■ **TASK INSTRUCTIONS**
Nothing in the records that follow should differ once you have copied them out.

[Saved data entries]

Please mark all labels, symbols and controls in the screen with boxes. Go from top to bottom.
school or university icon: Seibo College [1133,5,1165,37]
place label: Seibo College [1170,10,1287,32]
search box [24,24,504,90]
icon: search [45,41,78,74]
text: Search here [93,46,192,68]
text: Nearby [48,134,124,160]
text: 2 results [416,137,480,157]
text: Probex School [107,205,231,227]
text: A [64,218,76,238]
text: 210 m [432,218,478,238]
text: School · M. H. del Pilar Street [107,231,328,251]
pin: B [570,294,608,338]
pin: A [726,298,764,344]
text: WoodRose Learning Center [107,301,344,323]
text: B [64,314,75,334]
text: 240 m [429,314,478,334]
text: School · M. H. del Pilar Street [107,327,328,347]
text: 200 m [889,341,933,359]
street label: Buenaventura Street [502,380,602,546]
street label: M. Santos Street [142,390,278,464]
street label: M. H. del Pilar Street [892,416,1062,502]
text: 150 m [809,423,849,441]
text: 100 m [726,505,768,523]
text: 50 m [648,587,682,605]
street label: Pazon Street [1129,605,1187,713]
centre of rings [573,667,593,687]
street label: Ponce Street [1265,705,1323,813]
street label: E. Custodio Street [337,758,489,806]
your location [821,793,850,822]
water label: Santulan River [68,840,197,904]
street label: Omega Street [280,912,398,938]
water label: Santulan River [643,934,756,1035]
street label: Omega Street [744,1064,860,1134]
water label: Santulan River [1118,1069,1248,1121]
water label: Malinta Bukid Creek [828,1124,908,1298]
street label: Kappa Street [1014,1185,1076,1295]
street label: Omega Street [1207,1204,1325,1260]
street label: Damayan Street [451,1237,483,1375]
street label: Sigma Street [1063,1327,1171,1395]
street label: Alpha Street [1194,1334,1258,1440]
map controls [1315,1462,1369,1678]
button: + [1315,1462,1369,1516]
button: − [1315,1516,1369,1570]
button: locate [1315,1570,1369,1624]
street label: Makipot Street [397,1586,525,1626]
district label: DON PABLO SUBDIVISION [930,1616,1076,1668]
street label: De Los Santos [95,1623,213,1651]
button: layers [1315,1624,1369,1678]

■ **WRITTEN REPLY**
Please mark all labels, symbols and controls in the screen with boxes. Go from top to bottom.
school or university icon: Seibo College [1133,5,1165,37]
place label: Seibo College [1170,10,1287,32]
search box [24,24,504,90]
icon: search [45,41,78,74]
text: Search here [93,46,192,68]
text: Nearby [48,134,124,160]
text: 2 results [416,137,480,157]
text: Probex School [107,205,231,227]
text: A [64,218,76,238]
text: 210 m [432,218,478,238]
text: School · M. H. del Pilar Street [107,231,328,251]
pin: B [570,294,608,338]
pin: A [726,298,764,344]
text: WoodRose Learning Center [107,301,344,323]
text: B [64,314,75,334]
text: 240 m [429,314,478,334]
text: School · M. H. del Pilar Street [107,327,328,347]
text: 200 m [889,341,933,359]
street label: Buenaventura Street [502,380,602,546]
street label: M. Santos Street [142,390,278,464]
street label: M. H. del Pilar Street [892,416,1062,502]
text: 150 m [809,423,849,441]
text: 100 m [726,505,768,523]
text: 50 m [648,587,682,605]
street label: Pazon Street [1129,605,1187,713]
centre of rings [573,667,593,687]
street label: Ponce Street [1265,705,1323,813]
street label: E. Custodio Street [337,758,489,806]
your location [821,793,850,822]
water label: Santulan River [68,840,197,904]
street label: Omega Street [280,912,398,938]
water label: Santulan River [643,934,756,1035]
street label: Omega Street [744,1064,860,1134]
water label: Santulan River [1118,1069,1248,1121]
water label: Malinta Bukid Creek [828,1124,908,1298]
street label: Kappa Street [1014,1185,1076,1295]
street label: Omega Street [1207,1204,1325,1260]
street label: Damayan Street [451,1237,483,1375]
street label: Sigma Street [1063,1327,1171,1395]
street label: Alpha Street [1194,1334,1258,1440]
map controls [1315,1462,1369,1678]
button: + [1315,1462,1369,1516]
button: − [1315,1516,1369,1570]
button: locate [1315,1570,1369,1624]
street label: Makipot Street [397,1586,525,1626]
district label: DON PABLO SUBDIVISION [930,1616,1076,1668]
street label: De Los Santos [95,1623,213,1651]
button: layers [1315,1624,1369,1678]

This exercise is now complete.